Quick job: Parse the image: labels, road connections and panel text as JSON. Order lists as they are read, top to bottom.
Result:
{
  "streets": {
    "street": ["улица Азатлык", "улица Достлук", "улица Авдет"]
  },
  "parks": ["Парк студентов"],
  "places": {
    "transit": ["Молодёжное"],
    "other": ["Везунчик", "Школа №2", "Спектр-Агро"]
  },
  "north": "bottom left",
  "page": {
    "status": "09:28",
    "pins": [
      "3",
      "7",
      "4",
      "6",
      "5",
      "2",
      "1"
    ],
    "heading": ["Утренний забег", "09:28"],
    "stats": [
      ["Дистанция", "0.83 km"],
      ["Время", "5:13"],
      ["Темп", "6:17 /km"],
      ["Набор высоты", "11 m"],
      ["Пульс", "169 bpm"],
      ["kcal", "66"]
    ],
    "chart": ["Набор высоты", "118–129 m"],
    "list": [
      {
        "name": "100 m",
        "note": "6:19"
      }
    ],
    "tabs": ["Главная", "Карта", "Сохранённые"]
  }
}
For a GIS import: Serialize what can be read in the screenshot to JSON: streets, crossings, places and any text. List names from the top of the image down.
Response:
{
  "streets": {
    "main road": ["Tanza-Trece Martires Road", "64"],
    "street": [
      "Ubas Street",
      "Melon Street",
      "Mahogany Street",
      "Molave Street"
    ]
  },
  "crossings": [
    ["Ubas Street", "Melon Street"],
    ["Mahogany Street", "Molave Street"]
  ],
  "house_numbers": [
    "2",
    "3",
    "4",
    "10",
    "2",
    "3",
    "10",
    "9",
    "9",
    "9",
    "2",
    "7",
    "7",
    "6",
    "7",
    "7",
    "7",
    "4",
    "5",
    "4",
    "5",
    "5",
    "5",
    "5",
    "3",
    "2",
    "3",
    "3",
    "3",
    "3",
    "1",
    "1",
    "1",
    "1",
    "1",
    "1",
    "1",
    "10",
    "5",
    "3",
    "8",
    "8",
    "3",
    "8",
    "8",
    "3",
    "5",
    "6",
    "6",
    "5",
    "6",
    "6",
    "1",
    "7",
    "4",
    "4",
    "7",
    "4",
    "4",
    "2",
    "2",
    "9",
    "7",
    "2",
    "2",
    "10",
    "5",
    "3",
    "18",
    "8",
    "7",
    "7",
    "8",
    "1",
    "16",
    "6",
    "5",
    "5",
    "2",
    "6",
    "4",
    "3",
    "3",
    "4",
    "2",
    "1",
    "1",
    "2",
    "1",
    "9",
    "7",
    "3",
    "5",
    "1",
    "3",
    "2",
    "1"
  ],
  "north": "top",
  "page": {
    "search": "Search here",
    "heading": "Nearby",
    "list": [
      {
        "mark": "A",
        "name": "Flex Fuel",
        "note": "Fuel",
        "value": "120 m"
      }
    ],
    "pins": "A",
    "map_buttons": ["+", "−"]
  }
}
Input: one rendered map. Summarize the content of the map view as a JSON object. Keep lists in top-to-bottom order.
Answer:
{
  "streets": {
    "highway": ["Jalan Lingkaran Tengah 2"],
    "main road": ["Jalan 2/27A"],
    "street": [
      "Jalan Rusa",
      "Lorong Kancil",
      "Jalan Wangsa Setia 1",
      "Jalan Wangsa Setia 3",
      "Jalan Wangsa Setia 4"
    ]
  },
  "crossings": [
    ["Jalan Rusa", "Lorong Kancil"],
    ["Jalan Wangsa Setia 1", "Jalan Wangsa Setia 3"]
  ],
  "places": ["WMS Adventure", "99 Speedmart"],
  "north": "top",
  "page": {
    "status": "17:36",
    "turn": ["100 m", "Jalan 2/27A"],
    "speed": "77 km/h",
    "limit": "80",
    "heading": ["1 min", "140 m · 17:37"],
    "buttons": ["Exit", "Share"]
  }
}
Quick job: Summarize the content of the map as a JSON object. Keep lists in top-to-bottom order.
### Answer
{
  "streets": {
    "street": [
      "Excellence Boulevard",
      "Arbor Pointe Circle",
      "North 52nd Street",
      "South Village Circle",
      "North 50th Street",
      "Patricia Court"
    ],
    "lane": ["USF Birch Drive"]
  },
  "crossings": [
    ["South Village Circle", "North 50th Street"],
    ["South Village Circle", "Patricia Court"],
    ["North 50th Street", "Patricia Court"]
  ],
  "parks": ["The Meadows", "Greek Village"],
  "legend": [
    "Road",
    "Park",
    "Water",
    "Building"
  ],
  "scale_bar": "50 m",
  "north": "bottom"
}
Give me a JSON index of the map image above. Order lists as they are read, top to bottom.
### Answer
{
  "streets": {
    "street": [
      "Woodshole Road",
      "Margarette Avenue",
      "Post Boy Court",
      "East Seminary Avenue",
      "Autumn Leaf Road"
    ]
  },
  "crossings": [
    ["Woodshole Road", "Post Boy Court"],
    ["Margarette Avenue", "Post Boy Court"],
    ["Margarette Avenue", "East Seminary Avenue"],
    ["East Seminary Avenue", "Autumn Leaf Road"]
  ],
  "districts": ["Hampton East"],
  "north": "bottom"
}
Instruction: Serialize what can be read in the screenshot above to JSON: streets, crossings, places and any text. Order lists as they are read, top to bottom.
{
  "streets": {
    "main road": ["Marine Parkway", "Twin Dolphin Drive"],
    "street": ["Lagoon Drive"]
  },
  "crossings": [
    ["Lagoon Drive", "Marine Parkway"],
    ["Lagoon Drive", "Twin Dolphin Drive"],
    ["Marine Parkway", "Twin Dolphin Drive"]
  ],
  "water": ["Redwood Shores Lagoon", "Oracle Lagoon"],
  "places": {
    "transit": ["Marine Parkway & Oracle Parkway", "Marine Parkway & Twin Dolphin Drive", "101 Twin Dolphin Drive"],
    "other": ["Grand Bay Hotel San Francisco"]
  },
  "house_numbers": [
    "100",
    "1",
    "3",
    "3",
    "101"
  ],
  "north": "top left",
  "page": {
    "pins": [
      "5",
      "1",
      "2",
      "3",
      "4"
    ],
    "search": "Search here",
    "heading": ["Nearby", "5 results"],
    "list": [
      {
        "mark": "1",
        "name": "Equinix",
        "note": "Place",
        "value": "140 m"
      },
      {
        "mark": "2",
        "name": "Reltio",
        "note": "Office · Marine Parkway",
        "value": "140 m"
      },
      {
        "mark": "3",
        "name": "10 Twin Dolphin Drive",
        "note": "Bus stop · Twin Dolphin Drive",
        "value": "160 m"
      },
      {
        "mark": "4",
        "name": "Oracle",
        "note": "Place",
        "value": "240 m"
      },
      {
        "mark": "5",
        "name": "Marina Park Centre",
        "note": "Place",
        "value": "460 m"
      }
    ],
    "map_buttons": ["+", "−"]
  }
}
....
**Problem to work on**
Lines in the material above that include the string "Patricia" should be listed.

**Answer box**
      "Patricia Court"
    ["South Village Circle", "Patricia Court"],
    ["North 50th Street", "Patricia Court"]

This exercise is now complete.